(Records from a data collection)
******

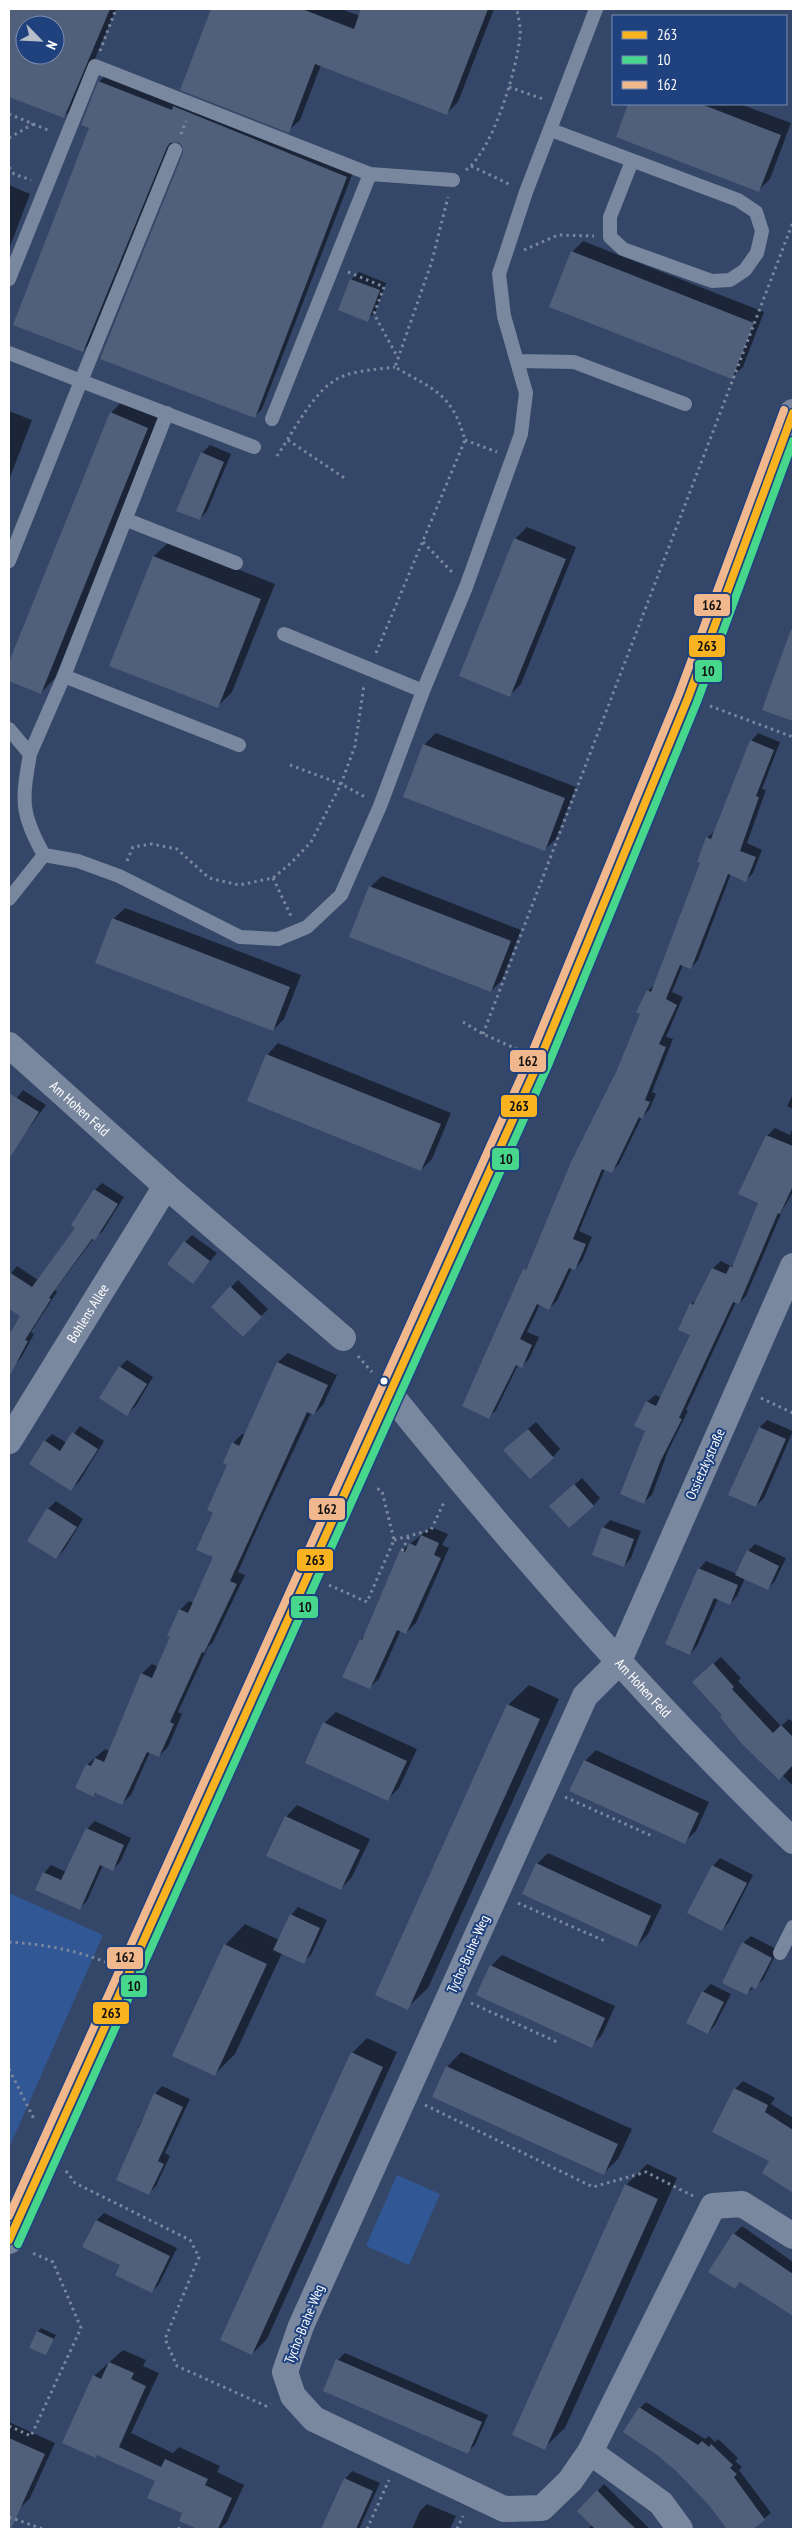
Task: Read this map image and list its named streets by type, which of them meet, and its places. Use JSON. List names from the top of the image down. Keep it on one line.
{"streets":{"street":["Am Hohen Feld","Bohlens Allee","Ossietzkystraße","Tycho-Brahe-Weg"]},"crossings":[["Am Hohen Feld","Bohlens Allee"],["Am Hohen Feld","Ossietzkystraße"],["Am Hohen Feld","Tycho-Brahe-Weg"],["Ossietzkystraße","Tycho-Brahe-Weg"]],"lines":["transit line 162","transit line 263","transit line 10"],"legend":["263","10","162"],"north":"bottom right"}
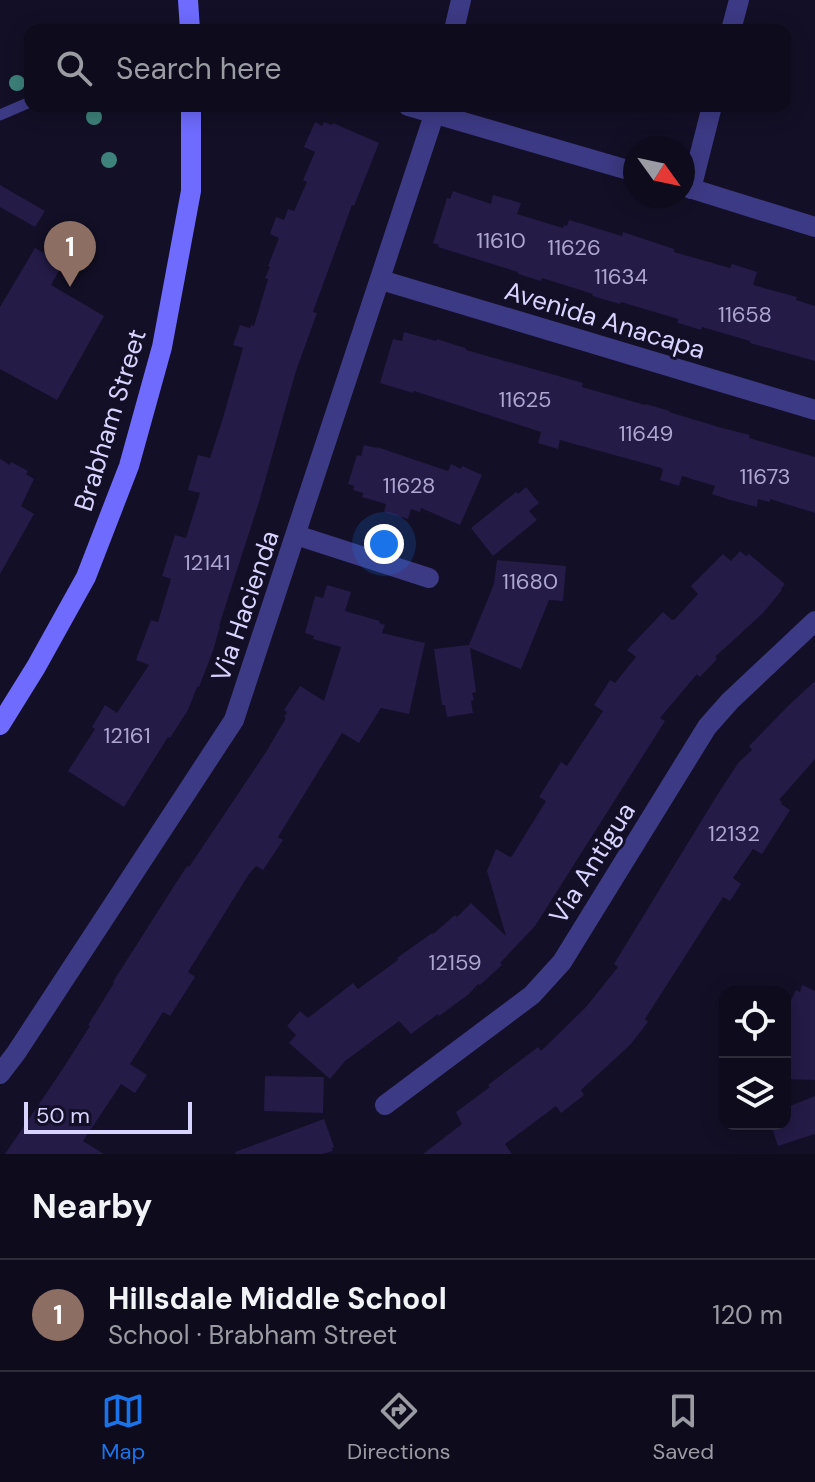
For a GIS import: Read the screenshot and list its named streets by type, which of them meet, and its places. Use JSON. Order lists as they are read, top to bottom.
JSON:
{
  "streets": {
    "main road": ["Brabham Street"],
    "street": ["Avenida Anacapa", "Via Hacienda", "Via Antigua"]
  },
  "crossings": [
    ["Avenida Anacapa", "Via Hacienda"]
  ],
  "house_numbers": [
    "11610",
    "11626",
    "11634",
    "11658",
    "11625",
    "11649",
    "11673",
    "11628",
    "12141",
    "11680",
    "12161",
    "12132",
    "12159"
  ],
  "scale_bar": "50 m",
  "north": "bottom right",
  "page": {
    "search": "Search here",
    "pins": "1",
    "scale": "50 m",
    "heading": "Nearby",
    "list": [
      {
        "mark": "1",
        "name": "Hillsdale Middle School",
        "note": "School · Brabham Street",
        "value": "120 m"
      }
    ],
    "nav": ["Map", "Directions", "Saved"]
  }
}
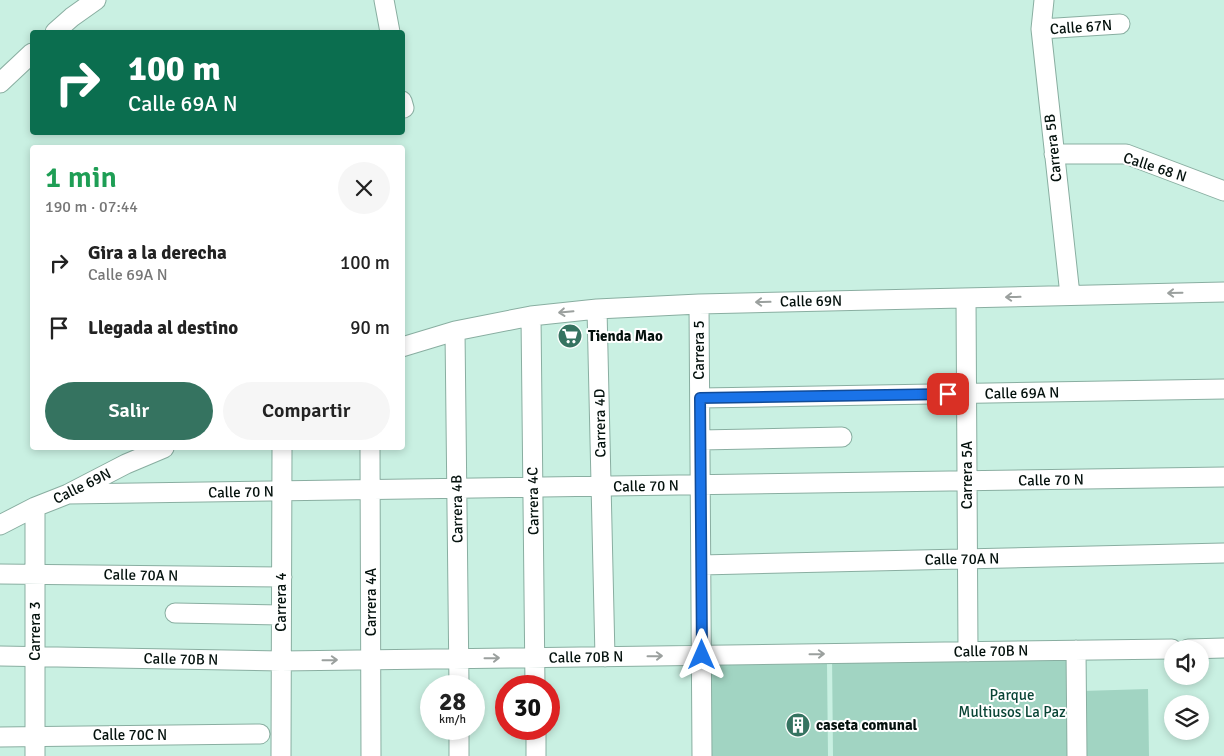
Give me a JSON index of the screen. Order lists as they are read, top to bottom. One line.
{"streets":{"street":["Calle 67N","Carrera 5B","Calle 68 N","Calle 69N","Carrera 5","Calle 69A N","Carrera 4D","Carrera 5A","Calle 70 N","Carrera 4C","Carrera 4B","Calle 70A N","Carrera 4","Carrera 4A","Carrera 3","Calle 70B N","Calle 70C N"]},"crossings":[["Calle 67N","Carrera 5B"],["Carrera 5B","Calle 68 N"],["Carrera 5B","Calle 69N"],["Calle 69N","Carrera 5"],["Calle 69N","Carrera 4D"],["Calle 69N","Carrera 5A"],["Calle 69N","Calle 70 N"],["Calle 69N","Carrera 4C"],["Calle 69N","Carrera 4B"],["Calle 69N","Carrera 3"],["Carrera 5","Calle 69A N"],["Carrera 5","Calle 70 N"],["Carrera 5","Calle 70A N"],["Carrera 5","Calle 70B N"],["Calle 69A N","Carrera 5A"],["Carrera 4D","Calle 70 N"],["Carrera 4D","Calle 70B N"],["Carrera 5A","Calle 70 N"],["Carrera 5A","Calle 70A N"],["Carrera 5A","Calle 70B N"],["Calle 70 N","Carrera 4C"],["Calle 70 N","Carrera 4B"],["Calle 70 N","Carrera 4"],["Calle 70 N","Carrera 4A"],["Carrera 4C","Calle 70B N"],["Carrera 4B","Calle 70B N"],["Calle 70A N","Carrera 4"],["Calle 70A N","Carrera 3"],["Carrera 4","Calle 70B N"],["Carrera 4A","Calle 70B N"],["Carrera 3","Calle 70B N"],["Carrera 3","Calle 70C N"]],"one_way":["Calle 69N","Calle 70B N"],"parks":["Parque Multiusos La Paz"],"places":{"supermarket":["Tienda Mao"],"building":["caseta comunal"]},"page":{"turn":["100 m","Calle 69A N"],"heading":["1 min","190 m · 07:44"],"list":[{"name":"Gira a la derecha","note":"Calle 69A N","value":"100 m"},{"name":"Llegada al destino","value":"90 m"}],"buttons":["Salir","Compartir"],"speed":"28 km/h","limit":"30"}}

******

→ **Aim of the exercise**
Please transcribe each line above exactly, but leave the images out.

→ **Exercise result**
Task: Read this map image and list its named streets by type, which of them meet, and its places. Use JSON. List names from the top of the image down. Keep it on one line.
{"streets":{"street":["Am Hohen Feld","Bohlens Allee","Ossietzkystraße","Tycho-Brahe-Weg"]},"crossings":[["Am Hohen Feld","Bohlens Allee"],["Am Hohen Feld","Ossietzkystraße"],["Am Hohen Feld","Tycho-Brahe-Weg"],["Ossietzkystraße","Tycho-Brahe-Weg"]],"lines":["transit line 162","transit line 263","transit line 10"],"legend":["263","10","162"],"north":"bottom right"}
For a GIS import: Read the screenshot and list its named streets by type, which of them meet, and its places. Use JSON. Order lists as they are read, top to bottom.
JSON:
{
  "streets": {
    "main road": ["Brabham Street"],
    "street": ["Avenida Anacapa", "Via Hacienda", "Via Antigua"]
  },
  "crossings": [
    ["Avenida Anacapa", "Via Hacienda"]
  ],
  "house_numbers": [
    "11610",
    "11626",
    "11634",
    "11658",
    "11625",
    "11649",
    "11673",
    "11628",
    "12141",
    "11680",
    "12161",
    "12132",
    "12159"
  ],
  "scale_bar": "50 m",
  "north": "bottom right",
  "page": {
    "search": "Search here",
    "pins": "1",
    "scale": "50 m",
    "heading": "Nearby",
    "list": [
      {
        "mark": "1",
        "name": "Hillsdale Middle School",
        "note": "School · Brabham Street",
        "value": "120 m"
      }
    ],
    "nav": ["Map", "Directions", "Saved"]
  }
}
Give me a JSON index of the screen. Order lists as they are read, top to bottom. One line.
{"streets":{"street":["Calle 67N","Carrera 5B","Calle 68 N","Calle 69N","Carrera 5","Calle 69A N","Carrera 4D","Carrera 5A","Calle 70 N","Carrera 4C","Carrera 4B","Calle 70A N","Carrera 4","Carrera 4A","Carrera 3","Calle 70B N","Calle 70C N"]},"crossings":[["Calle 67N","Carrera 5B"],["Carrera 5B","Calle 68 N"],["Carrera 5B","Calle 69N"],["Calle 69N","Carrera 5"],["Calle 69N","Carrera 4D"],["Calle 69N","Carrera 5A"],["Calle 69N","Calle 70 N"],["Calle 69N","Carrera 4C"],["Calle 69N","Carrera 4B"],["Calle 69N","Carrera 3"],["Carrera 5","Calle 69A N"],["Carrera 5","Calle 70 N"],["Carrera 5","Calle 70A N"],["Carrera 5","Calle 70B N"],["Calle 69A N","Carrera 5A"],["Carrera 4D","Calle 70 N"],["Carrera 4D","Calle 70B N"],["Carrera 5A","Calle 70 N"],["Carrera 5A","Calle 70A N"],["Carrera 5A","Calle 70B N"],["Calle 70 N","Carrera 4C"],["Calle 70 N","Carrera 4B"],["Calle 70 N","Carrera 4"],["Calle 70 N","Carrera 4A"],["Carrera 4C","Calle 70B N"],["Carrera 4B","Calle 70B N"],["Calle 70A N","Carrera 4"],["Calle 70A N","Carrera 3"],["Carrera 4","Calle 70B N"],["Carrera 4A","Calle 70B N"],["Carrera 3","Calle 70B N"],["Carrera 3","Calle 70C N"]],"one_way":["Calle 69N","Calle 70B N"],"parks":["Parque Multiusos La Paz"],"places":{"supermarket":["Tienda Mao"],"building":["caseta comunal"]},"page":{"turn":["100 m","Calle 69A N"],"heading":["1 min","190 m · 07:44"],"list":[{"name":"Gira a la derecha","note":"Calle 69A N","value":"100 m"},{"name":"Llegada al destino","value":"90 m"}],"buttons":["Salir","Compartir"],"speed":"28 km/h","limit":"30"}}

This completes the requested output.